Remotes and Pulling

In the last section you saw how you could create your own remote copy of a remote repository by forking it into your own GitHub account. You cloned your fork to create a local copy, and a local working tree in which you could make changes. Committing changes in your local working tree saved a new version in your local repository. You then pushed new versions from your local repository to the remote repository of your fork (your copy).

In this way, you could make changes to your copy of the project.

But what about if the original owner of the repository made changes to the original version of the repository? How could you get a copy of those changes?

Before we find the answer to that question, we first need to learn more about git remotes.

What is a remote?

A git remote is the URL (web address) of the remote git repository. You have used git remotes a lot, e.g. https://github.com/chryswoods/super_project.git is the URL of the original super_project remote repository.

URLs are long and error-prone to type, so git provides a way to assign an identifying name to a URL. This identifying name is a named git remote.

For example, origin is the name that is given by default to the URL from which you cloned a repository, and to which you will push changes. You can find the URL associated with the name origin by typing;

git remote get-url origin

I see output;

https://github.com/chryswoods/super_project.git

as I cloned the original GitHub repository. You will see

https://github.com/[YOUR USER NAME]/super_project.git

as you cloned your fork of super_project into your GitHub user space.

You can add as many remotes as you wish, and call them anything you want, e.g.

git remote add fluffy_kitten https://github.com/chryswoods/super_project.git

would add a remote called fluffy_kitten that maps to the URL of the original GitHub repository. And then;

git remote get-url fluffy_kitten

would print out

https://github.com/chryswoods/super_project.git

You can list all of the remotes that have been set for your local repository by typing

git remote

I see

fluffy_kitten
origin

You can get git to show more information using

git remote -v

which, for me, shows

fluffy_kitten   https://github.com/chryswoods/super_project.git (fetch)
fluffy_kitten   https://github.com/chryswoods/super_project.git (push)
origin  https://github.com/chryswoods/super_project.git (fetch)
origin  https://github.com/chryswoods/super_project.git (push)

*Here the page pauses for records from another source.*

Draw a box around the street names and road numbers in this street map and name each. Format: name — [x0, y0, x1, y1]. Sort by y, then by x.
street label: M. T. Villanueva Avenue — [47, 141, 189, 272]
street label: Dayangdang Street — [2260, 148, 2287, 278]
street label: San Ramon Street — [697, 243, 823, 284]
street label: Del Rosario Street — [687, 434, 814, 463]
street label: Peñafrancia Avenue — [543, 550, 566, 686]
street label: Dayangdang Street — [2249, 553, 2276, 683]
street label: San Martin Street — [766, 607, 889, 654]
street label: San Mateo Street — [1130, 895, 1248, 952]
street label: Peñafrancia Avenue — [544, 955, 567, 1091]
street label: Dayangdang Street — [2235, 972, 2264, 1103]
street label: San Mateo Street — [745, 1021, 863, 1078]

origin is the name of the remote that is used by default for git clone and git push. Indeed, you may remember from the first workshop that there was the command git remote add origin https://github.com/chryswoods/versioned_dir.git that was used as part of initialising the remote GitHub repository, that I told you to copy and paste without understanding. This command set the URL for origin, and then the next command, git push -u origin main told git to use origin as the default label for git push commands.

What is upstream?

origin is the name we give to the remote repository from which we cloned, and to which we push. We know, as humans, that our origin is a fork of another GitHub repository, which is https://github.com/chryswoods/super_project.git. Git does not know this, so we tell git that by creating a new remote that we will call upstream. Do this by typing;

git remote add upstream https://github.com/chryswoods/super_project.git

This creates a new remote, that we call upstream, that refers to the URL of the original remote git repository from which we forked our own local copy. We could have used any name - in this case we followed a convention that upstream is the URL of the original repository from which we forked.

Now, when you type git remote get-url upstream you should see that the URL of the original remote GitHub repository is printed;

https://github.com/chryswoods/super_project.git

Pulling

Why have we created a remote called upstream? The reason is that we can now use this to pull changes that were pushed to the original remote repository, and bring them down to the local working tree and local repository.

I will now make a change to the original remote repository. I will add a new line to planning/stage1.md and will commit and push that to the original GitHub repository…

(if you are not in a live workshop then either watch the video, or fork and clone a friends repository and get them to make some changes)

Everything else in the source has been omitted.